Kommentar

Veranstaltungen in der Coronazeit: Vorsicht muss nicht Verzicht heissen

Die Zahlen der Ansteckungen mit dem Coronavirus ist seit einigen Wochen gestiegen. In Clubs und Lagern oder einzelnen Verarbeitungsbetrieben müssen hunderte Personen in Quarantäne, wobei verschiedentlich die Schutzmassnahmen nicht sauber durchgesetzt wurden. Trotzdem soll es aber möglich bleiben, einzelne Veranstaltungen durchzuführen, wenn die Veranstalter die nötigen Vorsichtsmassnahmen ergreifen.

Thomas Schwizer
Drucken
Teilen
Thomas Schwizer, Chefredaktor Werdenberger und Obertoggenburger.

Thomas Schwizer, Chefredaktor Werdenberger und Obertoggenburger.

Bild: Urs Bucher

«Wir sind der Meinung, dass nach all den Absagen von diversen Festivitäten mit grossen Menschenansammlungen dieses Event auch nicht stattfinden sollte.» So lautet eine Rückmeldung an den W&O auf eine Einladung zu den Werdenberger Schloss-Festspielen, die ab dem 8. August stattfinden.

Der Ticketverkauf lief einige Zeit eher harzig, hat nun aber stark angezogen.
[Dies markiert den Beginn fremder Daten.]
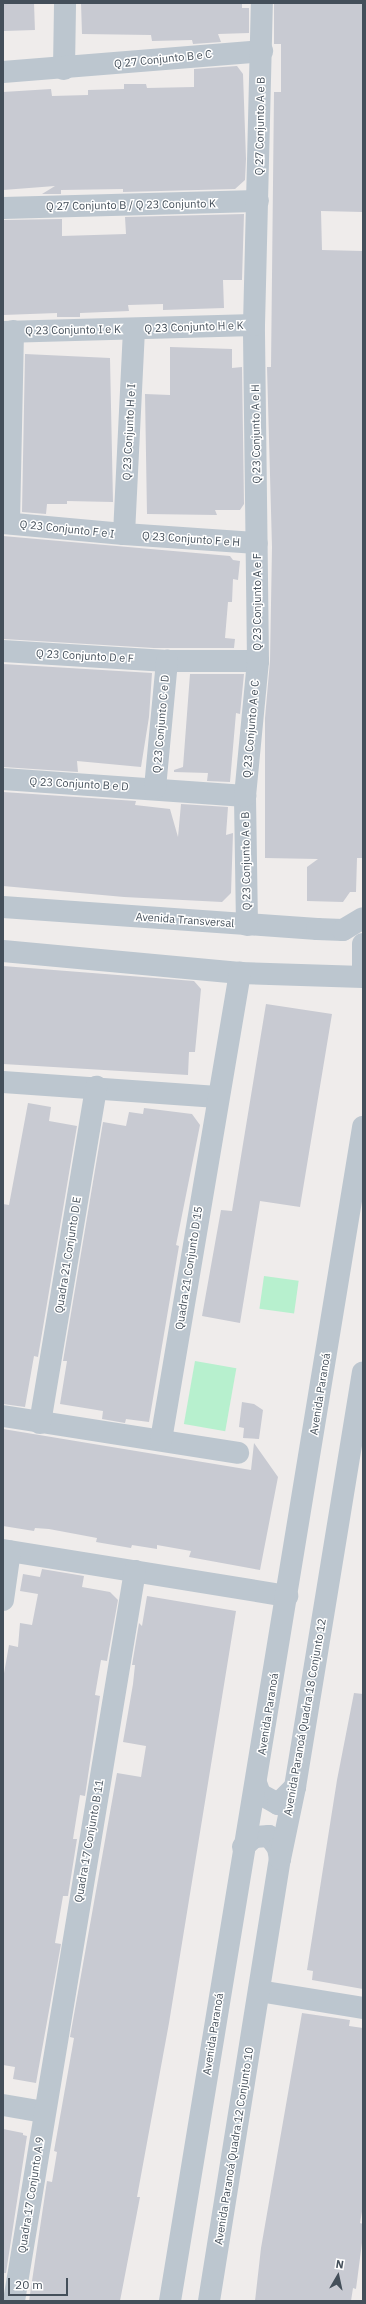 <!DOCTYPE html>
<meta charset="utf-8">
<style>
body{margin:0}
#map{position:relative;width:366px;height:2304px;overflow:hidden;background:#efeceb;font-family:"IBM Plex Sans",sans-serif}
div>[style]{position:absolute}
.green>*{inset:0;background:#b7f0ce;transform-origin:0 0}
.building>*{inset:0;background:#c8cad2;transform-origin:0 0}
.minor>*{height:22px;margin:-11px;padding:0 11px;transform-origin:11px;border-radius:11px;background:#bcc6cf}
span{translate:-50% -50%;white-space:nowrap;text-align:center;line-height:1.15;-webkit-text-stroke:3px #fff;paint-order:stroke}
.street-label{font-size:11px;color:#444f5a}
.frame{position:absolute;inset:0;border:4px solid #444f5a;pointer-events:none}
.north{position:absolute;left:318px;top:2256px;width:40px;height:40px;-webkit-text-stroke:3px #fff;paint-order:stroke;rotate:9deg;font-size:11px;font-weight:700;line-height:16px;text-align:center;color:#444f5a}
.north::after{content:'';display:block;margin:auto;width:14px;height:18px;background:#444f5a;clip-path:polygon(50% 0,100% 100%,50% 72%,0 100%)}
.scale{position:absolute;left:8px;top:2278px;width:60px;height:18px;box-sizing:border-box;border:2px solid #444f5a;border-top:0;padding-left:5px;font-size:12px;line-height:14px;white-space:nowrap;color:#444f5a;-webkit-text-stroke:3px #fff;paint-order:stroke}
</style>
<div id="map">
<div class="green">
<i style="left:264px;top:1276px;width:35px;height:33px;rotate:8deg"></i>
<i style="left:195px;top:1361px;width:42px;height:64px;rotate:10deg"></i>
</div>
<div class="building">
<i style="left:34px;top:3px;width:27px;height:31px;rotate:88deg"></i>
<i style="clip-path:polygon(81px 3px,242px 3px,242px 8px,249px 8px,249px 33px,218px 34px,221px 42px,193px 44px,192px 40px,152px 41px,151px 35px,82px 34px)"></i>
<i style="clip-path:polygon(274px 3px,363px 3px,363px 212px,321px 211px,322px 250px,363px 251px,363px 858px,357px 858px,356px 892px,350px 892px,343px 902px,307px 901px,307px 867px,318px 859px,265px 858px,265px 718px,270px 661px,272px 547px,267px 367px,271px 367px,274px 92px,281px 92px,281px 44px,274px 44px)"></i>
<i style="clip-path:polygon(237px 66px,243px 74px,246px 159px,245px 180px,235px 189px,123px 192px,123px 189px,61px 190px,61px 194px,42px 194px,55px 186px,3px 190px,3px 92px,51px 89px,52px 96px,88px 95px,88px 90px,124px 89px,124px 84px,146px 84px,147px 88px,194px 87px,194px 69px)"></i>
<i style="clip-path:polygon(244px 214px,242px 280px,223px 280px,224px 308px,163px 310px,163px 304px,128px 305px,129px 311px,80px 313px,80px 317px,57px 317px,57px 313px,3px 315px,3px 220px,62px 219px,62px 236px,126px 234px,125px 217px)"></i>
<i style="clip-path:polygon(170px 347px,232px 349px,232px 368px,242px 367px,244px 504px,240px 510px,215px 510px,217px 515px,147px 514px,145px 394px,170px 395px)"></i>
<i style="clip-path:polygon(25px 354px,110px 358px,113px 502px,67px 501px,67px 504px,47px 504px,46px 514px,22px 512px)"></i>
<i style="clip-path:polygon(3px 536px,230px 556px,233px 560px,240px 561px,238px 580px,233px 579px,232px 602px,228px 602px,225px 638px,235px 639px,234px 648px,154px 648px,3px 639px)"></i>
<i style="clip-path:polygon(3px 664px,152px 673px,149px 717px,141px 767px,77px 761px,78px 772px,3px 767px)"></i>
<i style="clip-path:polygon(190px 674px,244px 674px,240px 714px,236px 713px,230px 782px,207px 781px,208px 773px,174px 772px,174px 770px,183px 767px)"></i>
<i style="clip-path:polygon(3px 792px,136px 801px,135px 805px,170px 809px,178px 837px,181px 804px,228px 807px,226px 835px,233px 833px,231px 893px,222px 902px,124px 897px,3px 886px)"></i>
<i style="clip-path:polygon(3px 966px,194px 981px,201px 989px,195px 1052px,189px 1052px,188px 1075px,3px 1064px)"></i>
<i style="clip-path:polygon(266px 1004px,332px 1014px,300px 1207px,260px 1201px,240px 1323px,202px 1316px,221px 1210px,232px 1211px)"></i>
<i style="clip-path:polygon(28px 1103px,51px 1107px,49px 1121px,77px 1126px,38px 1357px,34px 1356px,25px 1407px,3px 1404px,3px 1204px,9px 1205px)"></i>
<i style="clip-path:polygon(144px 1108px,192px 1114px,200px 1125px,176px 1245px,179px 1246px,149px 1422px,126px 1419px,125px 1423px,102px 1419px,103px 1411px,60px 1404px,67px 1361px,63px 1361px,103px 1122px,126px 1126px,129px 1112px,143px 1114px)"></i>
<i style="clip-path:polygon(242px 1402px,254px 1404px,263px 1410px,259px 1439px,243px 1438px,244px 1428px,239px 1427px)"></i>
<i style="clip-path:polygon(3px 1429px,251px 1470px,254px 1443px,278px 1477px,260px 1570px,189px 1557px,191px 1551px,157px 1545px,157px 1549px,132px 1545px,131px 1548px,96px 1542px,97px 1538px,49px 1529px,35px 1528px,34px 1531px,3px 1526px)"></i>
<i style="clip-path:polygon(42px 1569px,84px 1576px,82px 1587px,110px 1592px,118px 1600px,107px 1661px,101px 1660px,95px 1695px,100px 1696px,85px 1796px,80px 1795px,73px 1839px,77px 1839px,68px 1896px,63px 1896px,55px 1943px,61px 1944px,36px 2083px,13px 2079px,15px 2067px,3px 2065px,3px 1679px,9px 1645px,18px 1647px,20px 1623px,32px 1625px,38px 1594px,20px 1591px,23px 1574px,40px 1577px)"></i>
<i style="clip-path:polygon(147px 1596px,236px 1611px,169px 2023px,137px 2197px,140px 2197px,120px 2301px,29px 2301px,47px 2181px,52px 2182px,57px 2152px,54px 2151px,74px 2038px,70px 2037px,117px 1773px,141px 1777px,146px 1746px,123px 1742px,133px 1684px,135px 1665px,132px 1665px,139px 1623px,142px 1626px)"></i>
<i style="clip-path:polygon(354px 1693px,363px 1694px,363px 1989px,312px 1980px,313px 1971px,307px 1970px,337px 1780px)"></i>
<i style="clip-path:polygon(302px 2013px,350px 2020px,349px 2026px,363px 2028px,363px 2206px,360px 2223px,363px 2224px,363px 2235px,356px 2289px,353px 2288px,351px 2301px,255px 2301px,261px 2248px)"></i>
<i style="clip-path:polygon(3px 2129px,23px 2133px,23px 2135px,27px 2136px,6px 2273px,3px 2273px)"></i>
</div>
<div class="minor">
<i style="left:64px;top:69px;width:66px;rotate:-89.1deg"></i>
<i style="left:3px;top:72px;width:260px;rotate:-4.6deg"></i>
<i style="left:3px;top:208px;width:255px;rotate:-1.6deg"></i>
<i style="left:3px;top:332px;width:251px;rotate:-1.6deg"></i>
<i style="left:3px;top:523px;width:121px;rotate:5.2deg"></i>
<i style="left:124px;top:534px;width:133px;rotate:3.9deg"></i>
<i style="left:9px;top:523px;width:192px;rotate:-88.8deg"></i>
<i style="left:124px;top:534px;width:205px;rotate:-87.2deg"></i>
<i style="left:3px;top:651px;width:164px;rotate:3.5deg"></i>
<i style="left:167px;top:661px;width:91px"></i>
<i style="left:3px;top:779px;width:243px;rotate:4deg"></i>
<i style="left:155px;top:788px;width:128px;rotate:-84.6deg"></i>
<i style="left:3px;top:907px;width:315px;rotate:4deg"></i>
<i style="left:317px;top:929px;width:26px;rotate:2deg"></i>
<i style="left:343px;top:930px;width:23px;rotate:-31deg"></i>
<i style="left:247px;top:925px;width:129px;rotate:-90.9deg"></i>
<i style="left:245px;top:796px;width:136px;rotate:-84.5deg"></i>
<i style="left:258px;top:661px;width:336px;rotate:-90.7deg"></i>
<i style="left:254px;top:325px;width:322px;rotate:-88.6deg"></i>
<i style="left:363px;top:944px;width:24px;rotate:90deg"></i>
<i style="left:3px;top:951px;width:238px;rotate:5.3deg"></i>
<i style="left:240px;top:973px;width:123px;rotate:1.9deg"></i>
<i style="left:3px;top:1082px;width:215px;rotate:4deg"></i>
<i style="left:3px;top:1416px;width:238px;rotate:8.9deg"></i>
<i style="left:40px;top:1423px;width:341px;rotate:-80.5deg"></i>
<i style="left:161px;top:1440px;width:474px;rotate:-80.4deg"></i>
<i style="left:3px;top:1550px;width:288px;rotate:9.2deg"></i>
<i style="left:3px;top:1600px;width:49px;rotate:-81.9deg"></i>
<i style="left:256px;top:1783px;width:12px;rotate:70deg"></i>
<i style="left:260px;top:1794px;width:21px;rotate:29deg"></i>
<i style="left:278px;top:1804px;width:24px;rotate:-45deg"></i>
<i style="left:243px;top:1847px;width:15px;rotate:-42deg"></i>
<i style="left:254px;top:1837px;width:15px;rotate:-4deg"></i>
<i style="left:269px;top:1836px;width:15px;rotate:53deg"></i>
<i style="left:278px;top:1848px;width:11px;rotate:80deg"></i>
<i style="left:259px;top:1991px;width:105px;rotate:9.3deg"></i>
<i style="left:3px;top:2105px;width:42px;rotate:9.7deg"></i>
<i style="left:14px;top:2301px;width:740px;rotate:-80.59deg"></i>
<i style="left:170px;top:2301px;width:1190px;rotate:-80.66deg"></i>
<i style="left:209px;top:2301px;width:448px;rotate:-80.9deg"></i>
<i style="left:280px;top:1859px;width:74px;rotate:-78.2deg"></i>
<i style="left:295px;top:1787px;width:420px;rotate:-80.7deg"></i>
</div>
<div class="street-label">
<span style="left:163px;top:59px;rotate:-6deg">Q 27 Conjunto B e C</span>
<span style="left:260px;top:126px;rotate:-89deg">Q 27 Conjunto A e B</span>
<span style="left:131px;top:205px;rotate:-1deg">Q 27 Conjunto B / Q 23 Conjunto K</span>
<span style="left:194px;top:327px;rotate:-2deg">Q 23 Conjunto H e K</span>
<span style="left:73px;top:330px;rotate:-1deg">Q 23 Conjunto I e K</span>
<span style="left:129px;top:432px;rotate:-87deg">Q 23 Conjunto H e I</span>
<span style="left:256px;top:434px;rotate:-91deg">Q 23 Conjunto A e H</span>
<span style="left:67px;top:529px;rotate:6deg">Q 23 Conjunto F e I</span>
<span style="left:191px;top:539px;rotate:4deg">Q 23 Conjunto F e H</span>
<span style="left:257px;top:602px;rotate:-90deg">Q 23 Conjunto A e F</span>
<span style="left:85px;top:656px;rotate:3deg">Q 23 Conjunto D e F</span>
<span style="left:161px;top:724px;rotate:-85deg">Q 23 Conjunto C e D</span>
<span style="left:251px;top:729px;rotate:-85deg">Q 23 Conjunto A e C</span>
<span style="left:79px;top:784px;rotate:3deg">Q 23 Conjunto B e D</span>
<span style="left:246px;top:861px;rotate:-91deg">Q 23 Conjunto A e B</span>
<span style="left:185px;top:920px;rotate:4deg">Avenida Transversal</span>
<span style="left:68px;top:1255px;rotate:-81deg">Quadra 21 Conjunto D E</span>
<span style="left:189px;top:1268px;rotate:-81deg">Quadra 21 Conjunto D 15</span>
<span style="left:320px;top:1394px;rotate:-81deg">Avenida Paranoá</span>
<span style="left:268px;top:1714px;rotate:-81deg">Avenida Paranoá</span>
<span style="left:305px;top:1717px;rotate:-80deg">Avenida Paranoá Quadra 18 Conjunto 12</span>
<span style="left:89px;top:1841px;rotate:-80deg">Quadra 17 Conjunto B 11</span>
<span style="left:213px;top:2034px;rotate:-81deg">Avenida Paranoá</span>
<span style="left:234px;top:2146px;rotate:-81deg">Avenida Paranoá Quadra 12 Conjunto 10</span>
<span style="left:31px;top:2195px;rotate:-81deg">Quadra 17 Conjunto A 9</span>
</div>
<div class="frame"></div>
<div class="north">N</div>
<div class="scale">20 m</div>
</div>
Die Massnahmen der Organisatoren, um Ansteckungen möglichst zu vermeiden, sind umfangreich.

Der zusätzliche Aufwand für das Umsetzen des Sicherheitskonzepts ist gross, aber richtig. Denn ohne wäre die Durchführung nicht zu verantworten.

Das ist leider nicht überall so. Teilnehmende an Festivitäten im privaten Umfeld oder in Clubs schenken der Händedesinfektion oder dem Abstandhalten oft wenig Beachtung. Der Blick an einige Stehtheken zeigt längst nicht immer vorbeugendes Verhalten der Gäste gegen Corona. Auch in Betrieben mit «Fliessbandarbeit», zum Beispiel bei grossen Fleischverarbeitern, ist die Ansteckungsgefahr gross, wie einige Fälle zeigen.

Die Organisatoren der Schloss-Festspiele können sich das nicht leisten.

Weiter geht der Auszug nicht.